/open-in-app

UNMAINTAINED: Android app that makes Facebook, Twitter, etc. links open in their native apps instead of the browser.

Primary LanguageJava

Open Link in App

Ever click on a link to Facebook, Twitter, or anywhere else, and it opens in the browser instead of the native app? Me too. No fun. This app intercepts those links and sends them to their native app.

(See the Play Store listing and blog post announcement.)

To use, after you click on link, select Open Link in App from the chooser dialog box. If you don't see the dialog box on a link that you think should work, go to Settings => Apps => Browser or Chrome => Clear defaults.

I'm not actively working on this right now, but if you're technical, it's pretty straightforward to add a new app, and I happily accept pull requests.

License: this project is placed in the public domain.

Related work

Tasomaniac's Open Link With... is similar, but only works when you explicitly share a URL.

Intrications's Browser Intercept - Share URL lets you share a text URL instead of opening it in a browser.

And others...

Development notes

This app is heavily data-driven.
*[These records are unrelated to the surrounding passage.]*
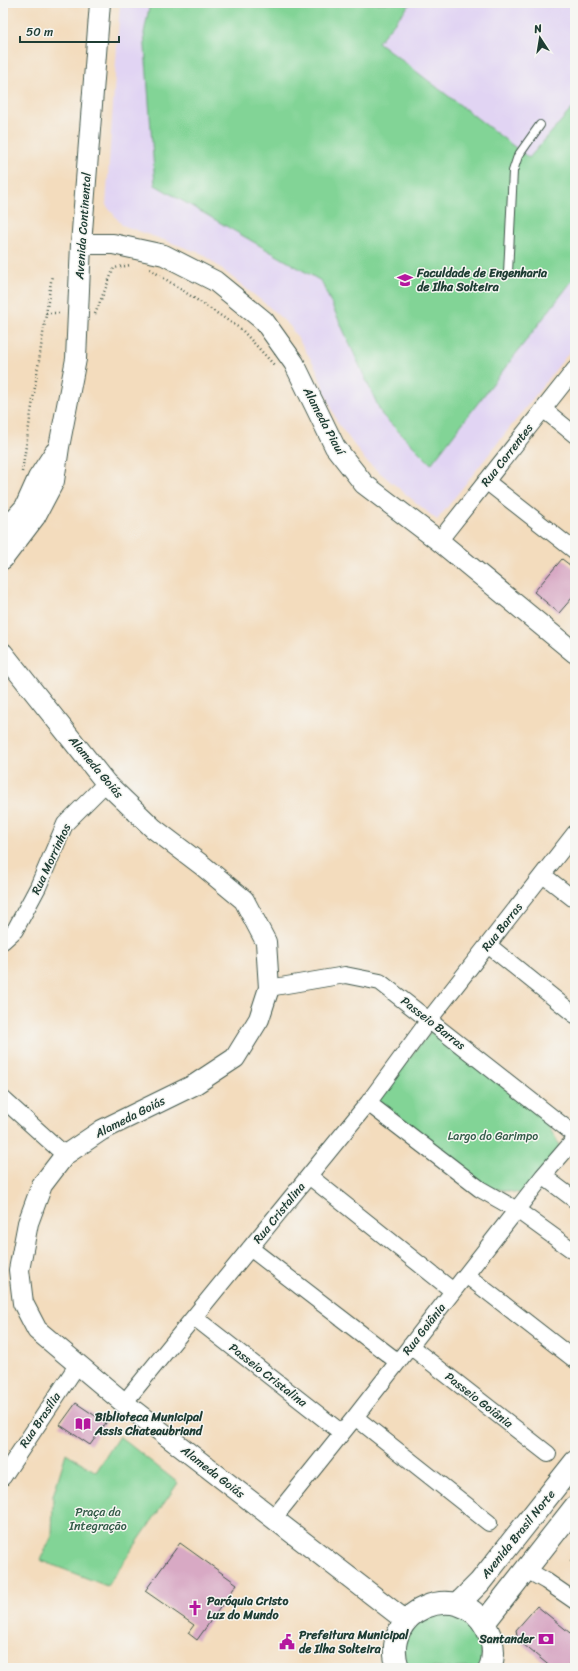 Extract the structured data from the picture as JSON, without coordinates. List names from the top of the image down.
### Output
{
  "streets": {
    "main road": ["Avenida Brasil Norte"],
    "street": [
      "Avenida Continental",
      "Alameda Piauí",
      "Rua Correntes",
      "Alameda Goiás",
      "Rua Morrinhos",
      "Rua Barras",
      "Passeio Barras",
      "Rua Cristalina",
      "Rua Goiânia",
      "Passeio Cristalina",
      "Passeio Goiânia",
      "Rua Brasília"
    ]
  },
  "crossings": [
    ["Avenida Continental", "Alameda Piauí"],
    ["Alameda Piauí", "Rua Correntes"],
    ["Alameda Goiás", "Rua Morrinhos"],
    ["Alameda Goiás", "Passeio Barras"],
    ["Alameda Goiás", "Rua Cristalina"],
    ["Alameda Goiás", "Rua Goiânia"],
    ["Alameda Goiás", "Rua Brasília"],
    ["Rua Barras", "Passeio Barras"],
    ["Rua Barras", "Rua Cristalina"],
    ["Passeio Barras", "Rua Cristalina"],
    ["Rua Cristalina", "Passeio Cristalina"],
    ["Rua Goiânia", "Passeio Cristalina"],
    ["Rua Goiânia", "Passeio Goiânia"]
  ],
  "parks": ["Largo do Garimpo", "Praça da Integração"],
  "places": {
    "school or university": ["Faculdade de Engenharia de Ilha Solteira"],
    "library": ["Biblioteca Municipal Assis Chateaubriand"],
    "church": ["Paróquia Cristo Luz do Mundo"],
    "bank": ["Santander"],
    "public building": ["Prefeitura Municipal de Ilha Solteira"]
  },
  "scale_bar": "50 m",
  "north": "top"
}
The external apps to integrate with are defined in apps.yaml. generate_manifest.py uses that file at compile time to generate AndroidManifest.xml, and the app reads it at runtime to determine how to handle and redirect intents.

The Python YAML library is PyYAML, grossly hacked as a symlink to App Engine's version in ~/google_appengine/ so that I don't have to check it into the repo. The Java YAML library is SnakeYAML, checked into libs/ as a jar.

Test command line to open URL with ACTION_VIEW intent: adb -d shell am start -d [link]

Lots of apps' AndroidManifest.xml manifest files are in app_manifests/. To extract an app's manifest:

  • "Back up" the app with Astro File Manager
  • adb pull the apk from /sdcard/backups/apps
  • extract AndroidManifest.xml with apktool: apktool decode FILE.apk

For an intent filter to catch taps on links in Chrome for Android, you have to include scheme, host, and either pathPrefix or pathPattern in the intent filter's data element: http://stackoverflow.com/questions/17706667

Oddly, this also seems to "unlock" other apps' intent filters for browser link taps too. Goodreads, for example, doesn't normally handle browser link taps, but it does when Open Link in App is installed. Odd.

Unfortunately, pathPattern is a very limited subset of regexp: only . and * are supported. That's not enough for some of the URI pattern matching we need. In these cases, we overspecify a prefix or pattern and do the rest of the filtering at runtime.